- _Material provided_
_ _ _

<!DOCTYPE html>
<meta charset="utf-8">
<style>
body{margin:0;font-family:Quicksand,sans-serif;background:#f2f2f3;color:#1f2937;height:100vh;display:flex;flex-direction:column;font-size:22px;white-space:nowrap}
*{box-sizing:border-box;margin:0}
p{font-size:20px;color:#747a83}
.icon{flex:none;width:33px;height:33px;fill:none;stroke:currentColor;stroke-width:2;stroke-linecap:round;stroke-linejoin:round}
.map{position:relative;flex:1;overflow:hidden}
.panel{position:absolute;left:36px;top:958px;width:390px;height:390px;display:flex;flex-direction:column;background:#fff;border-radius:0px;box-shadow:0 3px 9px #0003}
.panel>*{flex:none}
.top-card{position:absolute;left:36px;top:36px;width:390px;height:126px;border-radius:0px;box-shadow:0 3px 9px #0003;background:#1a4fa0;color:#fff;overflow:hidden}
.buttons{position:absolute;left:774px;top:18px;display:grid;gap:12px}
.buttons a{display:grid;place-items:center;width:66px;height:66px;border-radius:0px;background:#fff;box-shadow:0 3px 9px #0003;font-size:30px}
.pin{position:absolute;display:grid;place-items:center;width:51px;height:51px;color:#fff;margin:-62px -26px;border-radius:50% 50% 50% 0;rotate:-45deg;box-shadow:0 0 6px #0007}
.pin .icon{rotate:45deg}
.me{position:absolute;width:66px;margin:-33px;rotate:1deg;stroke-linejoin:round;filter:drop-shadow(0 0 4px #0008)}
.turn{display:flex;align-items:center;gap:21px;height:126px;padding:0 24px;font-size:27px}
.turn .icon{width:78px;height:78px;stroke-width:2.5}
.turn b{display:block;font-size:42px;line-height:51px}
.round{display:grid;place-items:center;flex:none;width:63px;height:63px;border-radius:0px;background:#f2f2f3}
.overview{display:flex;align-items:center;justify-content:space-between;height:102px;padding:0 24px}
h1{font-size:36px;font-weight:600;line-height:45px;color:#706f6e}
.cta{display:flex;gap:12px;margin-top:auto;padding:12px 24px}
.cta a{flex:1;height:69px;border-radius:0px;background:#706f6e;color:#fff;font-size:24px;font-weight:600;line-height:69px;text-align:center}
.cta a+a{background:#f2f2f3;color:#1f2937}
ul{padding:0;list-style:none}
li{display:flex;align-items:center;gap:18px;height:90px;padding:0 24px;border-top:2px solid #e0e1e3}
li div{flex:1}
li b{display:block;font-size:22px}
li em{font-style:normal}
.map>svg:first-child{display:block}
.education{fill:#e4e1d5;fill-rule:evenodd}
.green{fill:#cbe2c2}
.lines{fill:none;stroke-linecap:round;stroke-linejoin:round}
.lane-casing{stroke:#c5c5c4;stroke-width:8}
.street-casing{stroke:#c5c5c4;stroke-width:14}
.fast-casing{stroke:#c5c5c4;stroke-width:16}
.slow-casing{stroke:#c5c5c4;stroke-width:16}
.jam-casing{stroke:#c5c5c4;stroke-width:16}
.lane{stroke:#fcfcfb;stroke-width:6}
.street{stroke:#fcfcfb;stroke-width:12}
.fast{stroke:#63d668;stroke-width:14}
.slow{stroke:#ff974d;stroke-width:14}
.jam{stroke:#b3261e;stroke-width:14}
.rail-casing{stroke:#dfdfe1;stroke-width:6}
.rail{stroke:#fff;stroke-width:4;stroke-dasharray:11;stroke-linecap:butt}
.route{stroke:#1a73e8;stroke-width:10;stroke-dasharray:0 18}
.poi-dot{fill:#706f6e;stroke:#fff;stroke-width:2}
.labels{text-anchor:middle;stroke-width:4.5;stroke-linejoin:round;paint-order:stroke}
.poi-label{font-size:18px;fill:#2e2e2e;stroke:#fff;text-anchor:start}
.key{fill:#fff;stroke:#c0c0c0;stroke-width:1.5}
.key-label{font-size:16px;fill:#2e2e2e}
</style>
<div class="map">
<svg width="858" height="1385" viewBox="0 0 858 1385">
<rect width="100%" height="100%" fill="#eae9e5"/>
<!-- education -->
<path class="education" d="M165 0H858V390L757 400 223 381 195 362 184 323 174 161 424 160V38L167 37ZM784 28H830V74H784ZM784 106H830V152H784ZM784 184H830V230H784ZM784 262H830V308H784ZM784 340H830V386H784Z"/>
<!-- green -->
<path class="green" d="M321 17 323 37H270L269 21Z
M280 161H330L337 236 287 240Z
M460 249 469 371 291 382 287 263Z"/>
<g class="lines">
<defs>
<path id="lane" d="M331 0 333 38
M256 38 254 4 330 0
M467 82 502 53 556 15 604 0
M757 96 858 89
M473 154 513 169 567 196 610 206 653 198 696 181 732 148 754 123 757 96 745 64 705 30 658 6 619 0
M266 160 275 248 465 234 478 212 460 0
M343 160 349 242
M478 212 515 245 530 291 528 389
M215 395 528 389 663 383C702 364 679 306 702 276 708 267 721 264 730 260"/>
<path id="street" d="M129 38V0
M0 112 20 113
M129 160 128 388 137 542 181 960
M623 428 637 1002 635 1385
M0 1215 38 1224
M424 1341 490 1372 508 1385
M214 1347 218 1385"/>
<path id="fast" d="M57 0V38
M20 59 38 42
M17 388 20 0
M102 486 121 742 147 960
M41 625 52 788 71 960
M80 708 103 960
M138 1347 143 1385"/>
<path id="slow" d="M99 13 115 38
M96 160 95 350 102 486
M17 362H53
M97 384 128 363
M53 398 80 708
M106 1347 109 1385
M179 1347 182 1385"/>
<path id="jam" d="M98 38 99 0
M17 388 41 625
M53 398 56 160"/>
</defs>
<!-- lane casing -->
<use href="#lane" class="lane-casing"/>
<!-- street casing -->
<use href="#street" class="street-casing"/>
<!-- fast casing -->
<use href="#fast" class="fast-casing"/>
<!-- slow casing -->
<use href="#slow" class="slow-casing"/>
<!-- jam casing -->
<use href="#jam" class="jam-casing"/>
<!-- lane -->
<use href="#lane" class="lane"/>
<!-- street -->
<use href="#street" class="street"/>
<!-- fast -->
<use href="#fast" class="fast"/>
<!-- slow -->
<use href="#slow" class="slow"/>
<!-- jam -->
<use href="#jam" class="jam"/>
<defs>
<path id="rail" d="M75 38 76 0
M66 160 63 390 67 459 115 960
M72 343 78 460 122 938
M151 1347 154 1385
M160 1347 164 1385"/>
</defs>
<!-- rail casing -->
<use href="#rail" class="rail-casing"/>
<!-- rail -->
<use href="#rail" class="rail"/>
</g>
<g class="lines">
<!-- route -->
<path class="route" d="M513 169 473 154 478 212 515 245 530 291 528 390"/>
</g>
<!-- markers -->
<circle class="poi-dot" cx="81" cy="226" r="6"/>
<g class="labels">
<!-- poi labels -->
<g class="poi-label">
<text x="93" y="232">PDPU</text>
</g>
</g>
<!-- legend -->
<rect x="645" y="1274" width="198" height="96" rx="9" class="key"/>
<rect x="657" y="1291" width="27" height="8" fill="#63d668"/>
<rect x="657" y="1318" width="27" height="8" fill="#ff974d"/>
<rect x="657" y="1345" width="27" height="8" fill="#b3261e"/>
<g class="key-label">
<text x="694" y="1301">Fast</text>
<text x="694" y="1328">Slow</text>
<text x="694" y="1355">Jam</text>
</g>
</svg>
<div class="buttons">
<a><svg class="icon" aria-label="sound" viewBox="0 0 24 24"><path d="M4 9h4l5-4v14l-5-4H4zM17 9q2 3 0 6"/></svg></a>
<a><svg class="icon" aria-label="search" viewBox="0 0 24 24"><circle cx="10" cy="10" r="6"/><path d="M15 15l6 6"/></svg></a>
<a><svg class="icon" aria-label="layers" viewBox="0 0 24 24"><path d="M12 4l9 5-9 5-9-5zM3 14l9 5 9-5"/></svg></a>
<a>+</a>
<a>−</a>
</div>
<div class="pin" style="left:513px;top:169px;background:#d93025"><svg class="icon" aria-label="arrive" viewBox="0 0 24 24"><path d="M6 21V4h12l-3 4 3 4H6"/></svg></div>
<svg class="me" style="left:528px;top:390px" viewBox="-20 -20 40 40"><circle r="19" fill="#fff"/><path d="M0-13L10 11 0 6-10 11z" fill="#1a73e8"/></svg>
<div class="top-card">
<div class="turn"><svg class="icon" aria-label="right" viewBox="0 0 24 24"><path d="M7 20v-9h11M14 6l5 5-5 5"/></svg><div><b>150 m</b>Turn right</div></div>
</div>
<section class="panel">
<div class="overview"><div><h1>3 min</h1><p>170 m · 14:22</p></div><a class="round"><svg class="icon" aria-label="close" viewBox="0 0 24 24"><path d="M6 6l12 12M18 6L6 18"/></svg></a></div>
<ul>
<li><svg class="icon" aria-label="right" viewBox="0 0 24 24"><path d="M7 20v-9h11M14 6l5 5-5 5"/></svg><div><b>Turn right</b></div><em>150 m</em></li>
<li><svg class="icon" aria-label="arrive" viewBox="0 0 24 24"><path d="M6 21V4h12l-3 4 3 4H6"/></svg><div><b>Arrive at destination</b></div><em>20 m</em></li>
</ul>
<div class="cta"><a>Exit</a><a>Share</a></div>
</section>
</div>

_ _ _

- _Work instruction_
What lines above hold the word "labels"? Pull each one out.

- _Result of this task_
.labels{text-anchor:middle;stroke-width:4.5;stroke-linejoin:round;paint-order:stroke}
<g class="labels">
<!-- poi labels -->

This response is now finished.